Skills development for Work Programme participants is crucial

27 September 2013

Skills provision should be a key priority for Work Programme participants, NIACE urges, as the latest figures on outcome rates have been released.

Robert Gray, NIACE’s lead on employability, said:

“While it is good to see the improvement in job outcome rates in the latest release of the Work Programme Official Statistics to June 2013, the programme still cannot be considered to be performing particularly well.

“Just under one-in-four (22.5%) of the people who began the programme in June 2011 have secured sustained employment leading to a job outcome payment. ERSA, the Welfare to Work industry representative body, has defended its members’ performance by revealing that 39% of the intake in June 2011 had actually started a job. However, this level of performance is still only around the minimum performance level expected by the DWP.

“The underlying fact is some people on the Work Programme require more help than others. For instance, a high proportion of long-term unemployed people have skills needs that are a major barrier to employment as described in our publication The Work Programme: What is the role of skills?

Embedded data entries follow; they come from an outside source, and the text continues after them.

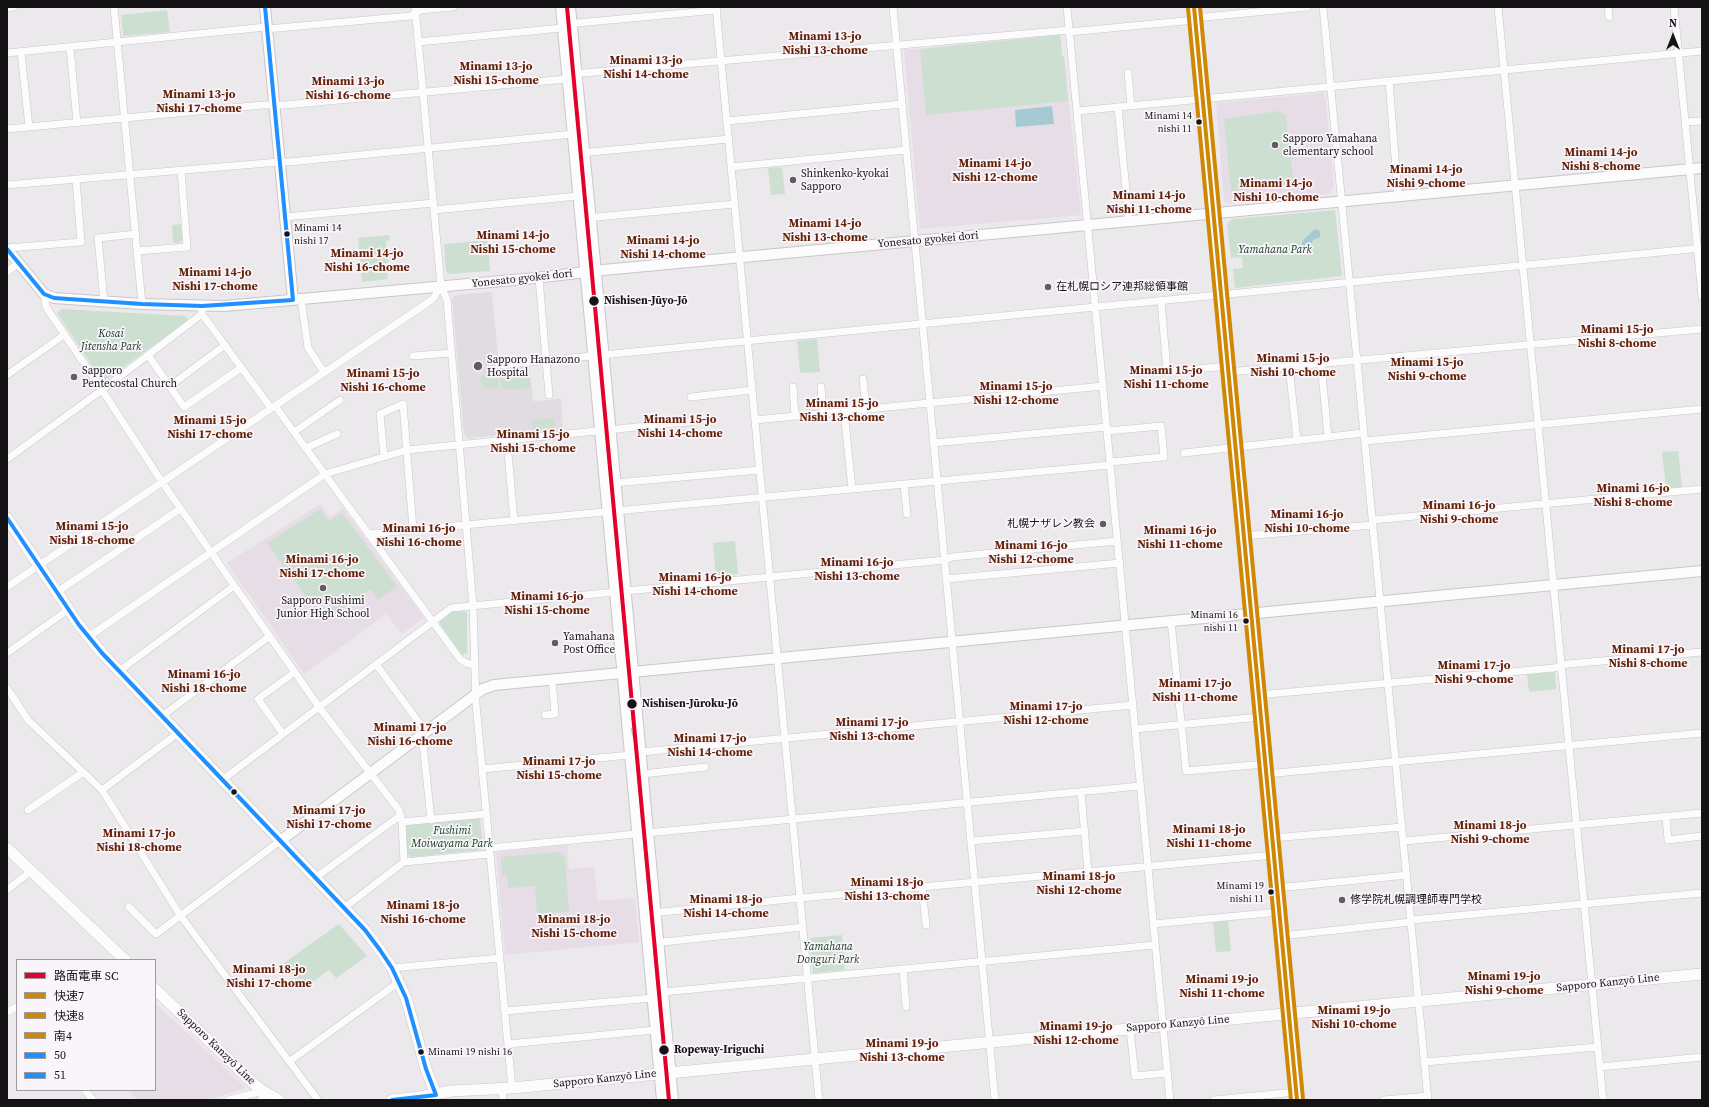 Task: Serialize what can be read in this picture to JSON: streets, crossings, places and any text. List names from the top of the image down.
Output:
{
  "streets": {
    "main road": ["Sapporo Kanzyō Line"],
    "street": ["Yonesato gyokei dori"]
  },
  "districts": [
    "Minami 13-jo Nishi 13-chome",
    "Minami 13-jo Nishi 14-chome",
    "Minami 13-jo Nishi 15-chome",
    "Minami 13-jo Nishi 16-chome",
    "Minami 13-jo Nishi 17-chome",
    "Minami 14-jo Nishi 8-chome",
    "Minami 14-jo Nishi 12-chome",
    "Minami 14-jo Nishi 9-chome",
    "Minami 14-jo Nishi 10-chome",
    "Minami 14-jo Nishi 11-chome",
    "Minami 14-jo Nishi 13-chome",
    "Minami 14-jo Nishi 15-chome",
    "Minami 14-jo Nishi 14-chome",
    "Minami 14-jo Nishi 16-chome",
    "Minami 14-jo Nishi 17-chome",
    "Minami 15-jo Nishi 8-chome",
    "Minami 15-jo Nishi 10-chome",
    "Minami 15-jo Nishi 9-chome",
    "Minami 15-jo Nishi 11-chome",
    "Minami 15-jo Nishi 16-chome",
    "Minami 15-jo Nishi 12-chome",
    "Minami 15-jo Nishi 13-chome",
    "Minami 15-jo Nishi 14-chome",
    "Minami 15-jo Nishi 17-chome",
    "Minami 15-jo Nishi 15-chome",
    "Minami 16-jo Nishi 8-chome",
    "Minami 16-jo Nishi 9-chome",
    "Minami 16-jo Nishi 10-chome",
    "Minami 15-jo Nishi 18-chome",
    "Minami 16-jo Nishi 16-chome",
    "Minami 16-jo Nishi 11-chome",
    "Minami 16-jo Nishi 12-chome",
    "Minami 16-jo Nishi 17-chome",
    "Minami 16-jo Nishi 13-chome",
    "Minami 16-jo Nishi 14-chome",
    "Minami 16-jo Nishi 15-chome",
    "Minami 17-jo Nishi 8-chome",
    "Minami 17-jo Nishi 9-chome",
    "Minami 16-jo Nishi 18-chome",
    "Minami 17-jo Nishi 11-chome",
    "Minami 17-jo Nishi 12-chome",
    "Minami 17-jo Nishi 13-chome",
    "Minami 17-jo Nishi 16-chome",
    "Minami 17-jo Nishi 14-chome",
    "Minami 17-jo Nishi 15-chome",
    "Minami 17-jo Nishi 17-chome",
    "Minami 18-jo Nishi 9-chome",
    "Minami 18-jo Nishi 11-chome",
    "Minami 17-jo Nishi 18-chome",
    "Minami 18-jo Nishi 12-chome",
    "Minami 18-jo Nishi 13-chome",
    "Minami 18-jo Nishi 14-chome",
    "Minami 18-jo Nishi 16-chome",
    "Minami 18-jo Nishi 15-chome",
    "Minami 18-jo Nishi 17-chome",
    "Minami 19-jo Nishi 9-chome",
    "Minami 19-jo Nishi 11-chome",
    "Minami 19-jo Nishi 10-chome",
    "Minami 19-jo Nishi 12-chome",
    "Minami 19-jo Nishi 13-chome"
  ],
  "parks": [
    "Yamahana Park",
    "Kosai Jitensha Park",
    "Fushimi Moiwayama Park",
    "Yamahana Donguri Park"
  ],
  "places": [
    "Minami 14 nishi 11",
    "Sapporo Yamahana elementary school",
    "Shinkenko-kyokai Sapporo",
    "Minami 14 nishi 17",
    "在札幌ロシア連邦総領事館",
    "Nishisen-Jūyo-Jō",
    "Sapporo Hanazono Hospital",
    "Sapporo Pentecostal Church",
    "札幌ナザレン教会",
    "Sapporo Fushimi Junior High School",
    "Minami 16 nishi 11",
    "Yamahana Post Office",
    "Nishisen-Jūroku-Jō",
    "Minami 19 nishi 11",
    "修学院札幌調理師専門学校",
    "Ropeway-Iriguchi",
    "Minami 19 nishi 16"
  ],
  "lines": [
    "tram line SC",
    "transit line 快速7",
    "transit line 南4",
    "transit line 51",
    "transit line 快速8",
    "transit line 50"
  ],
  "legend": [
    "路面電車 SC",
    "快速7",
    "快速8",
    "南4",
    "50",
    "51"
  ],
  "north": "top"
}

“Because the statistics reveal that a greater proportion of people now being referred into the programme will require more support and assistance, it is becoming ever more important that Work Programme participants gain access to skills provision. NIACE therefore welcomes the recent BIS and DWP initiative to bring Work Programme providers and skills providers together to promote greater partnership working. With the Adult Skills Budget facing more reductions, some skills providers may find it challenging to identify resources to supply skills provision for Work Programme participants.

“Therefore, now may be the time for skills and Work Programme providers to research new approaches to partnership working through which programme participants can acquire skills as quickly and efficiently as possible.”